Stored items
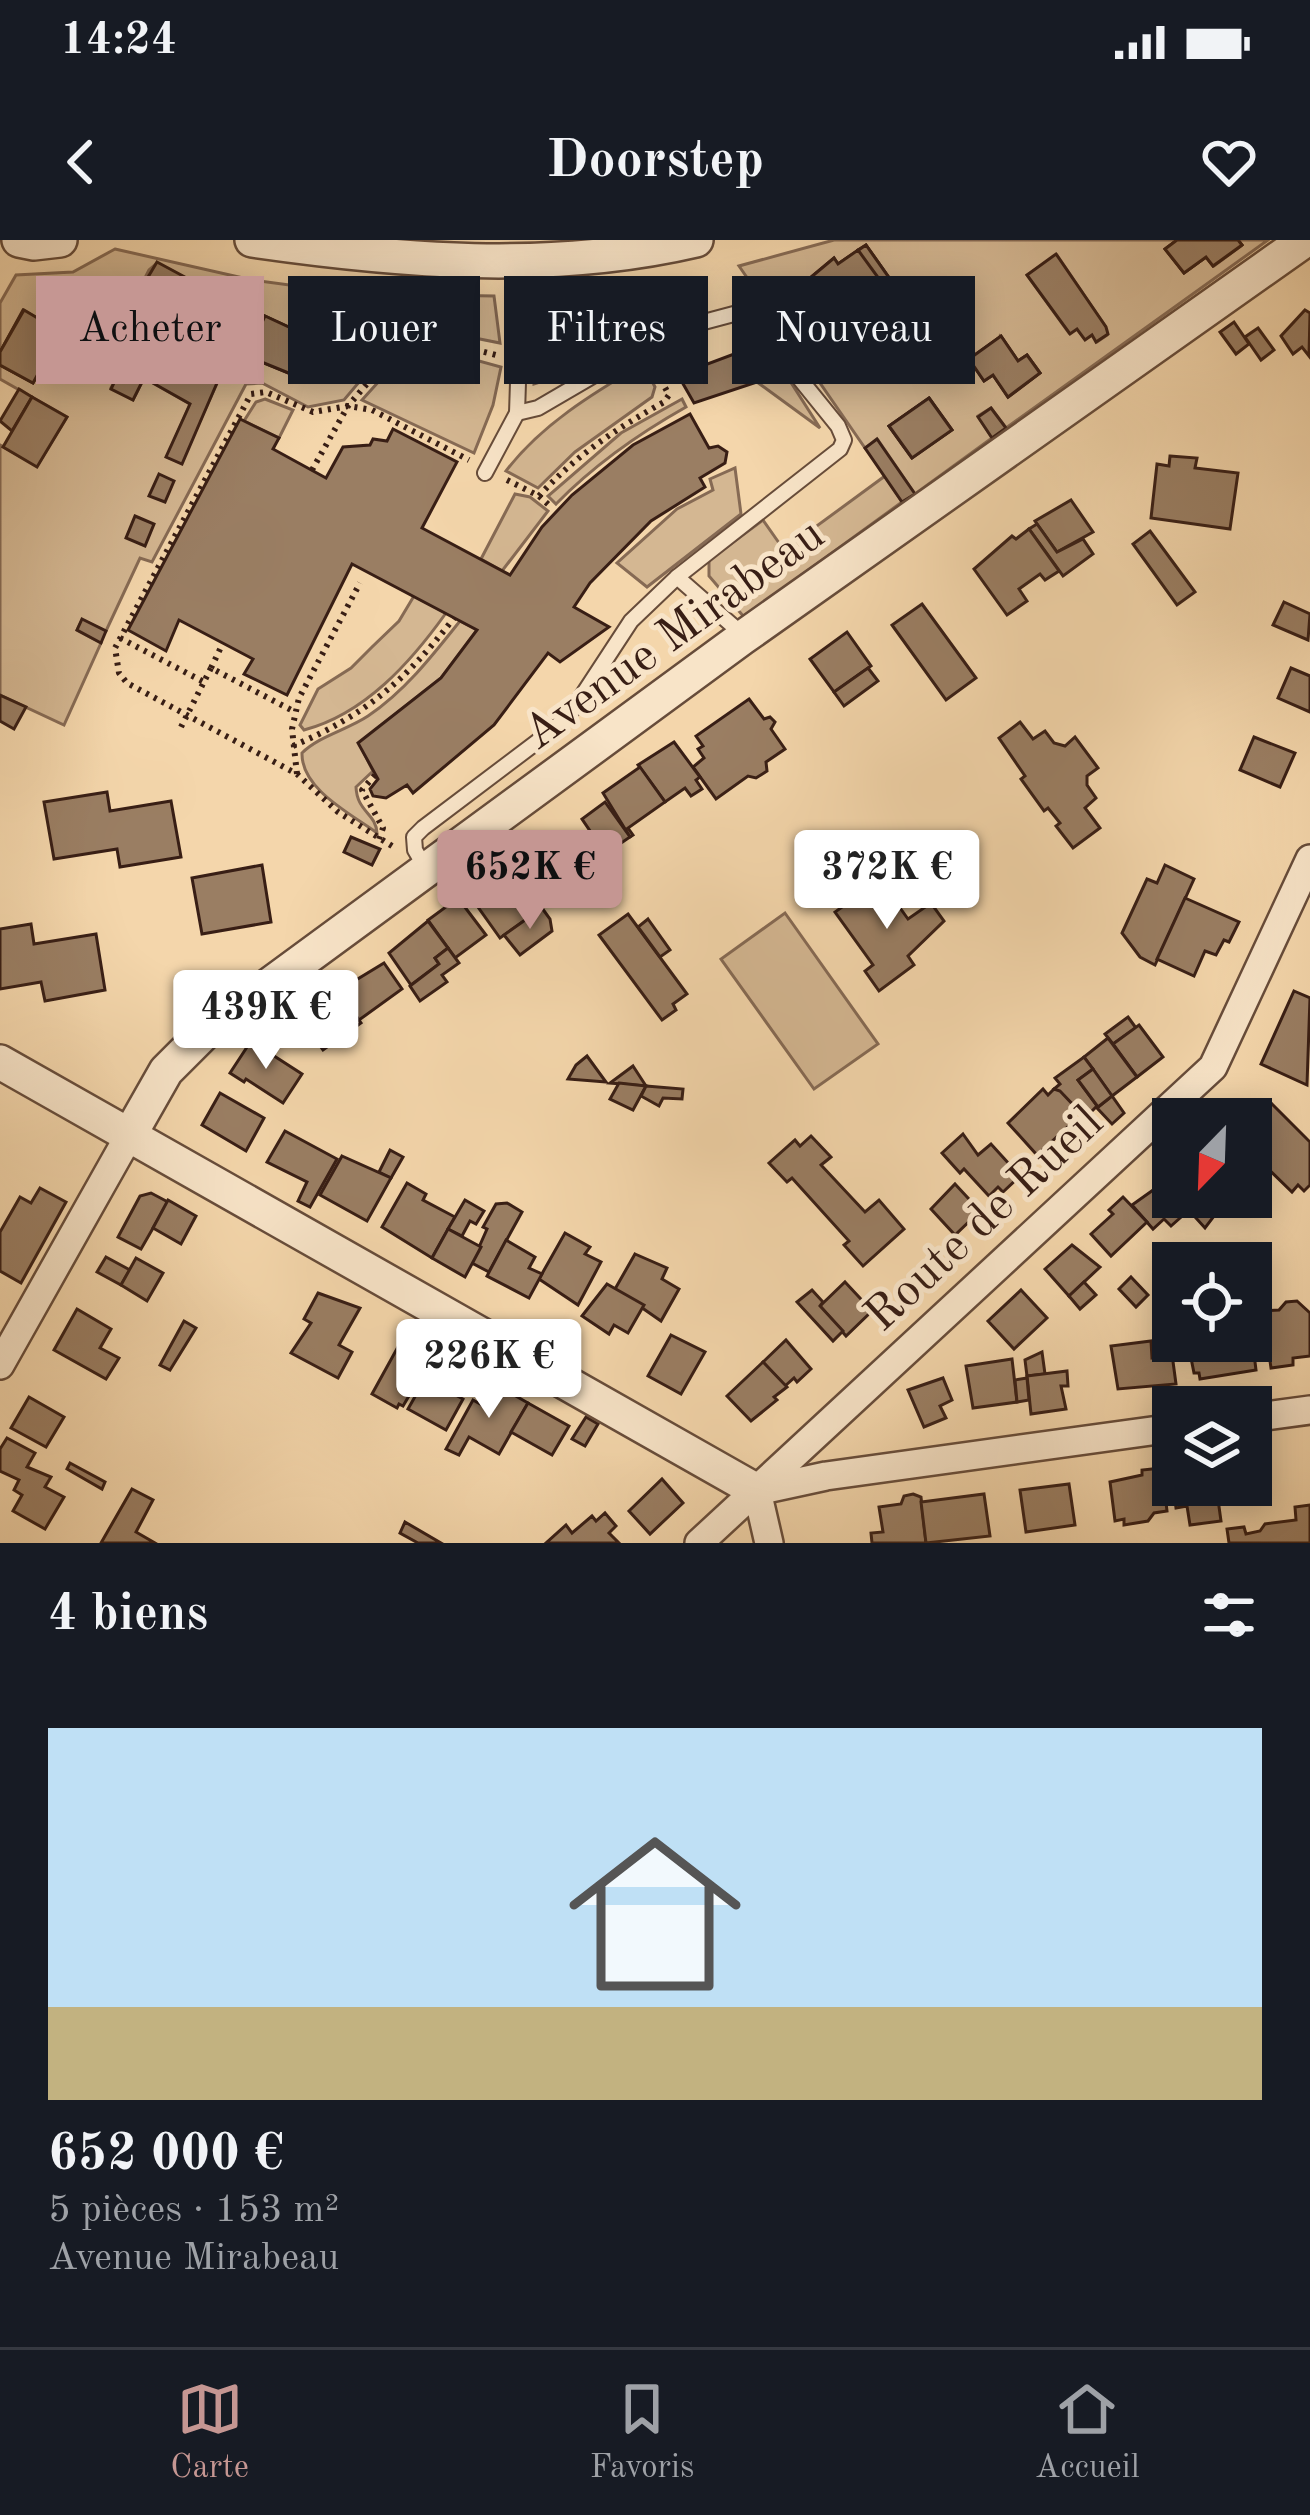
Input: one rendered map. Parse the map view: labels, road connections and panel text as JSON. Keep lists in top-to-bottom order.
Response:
{
  "streets": {
    "street": ["Avenue Mirabeau", "Route de Rueil"]
  },
  "north": "bottom left",
  "page": {
    "status": "14:24",
    "header": "Doorstep",
    "chip": [
      "Acheter",
      "Louer",
      "Filtres",
      "Nouveau"
    ],
    "price": [
      "652K €",
      "372K €",
      "439K €",
      "226K €"
    ],
    "heading": "4 biens",
    "list": [
      {
        "name": "652 000 €",
        "note": "5 pièces · 153 m² · Avenue Mirabeau"
      }
    ],
    "tabs": ["Carte", "Favoris", "Accueil"]
  }
}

→ Work task: Could the entries above be written out word for word, with no pictures?

→ Exercise response:
Input: one rendered map. Parse the map view: labels, road connections and panel text as JSON. Keep lists in top-to-bottom order.
Response:
{
  "streets": {
    "street": ["Avenue Mirabeau", "Route de Rueil"]
  },
  "north": "bottom left",
  "page": {
    "status": "14:24",
    "header": "Doorstep",
    "chip": [
      "Acheter",
      "Louer",
      "Filtres",
      "Nouveau"
    ],
    "price": [
      "652K €",
      "372K €",
      "439K €",
      "226K €"
    ],
    "heading": "4 biens",
    "list": [
      {
        "name": "652 000 €",
        "note": "5 pièces · 153 m² · Avenue Mirabeau"
      }
    ],
    "tabs": ["Carte", "Favoris", "Accueil"]
  }
}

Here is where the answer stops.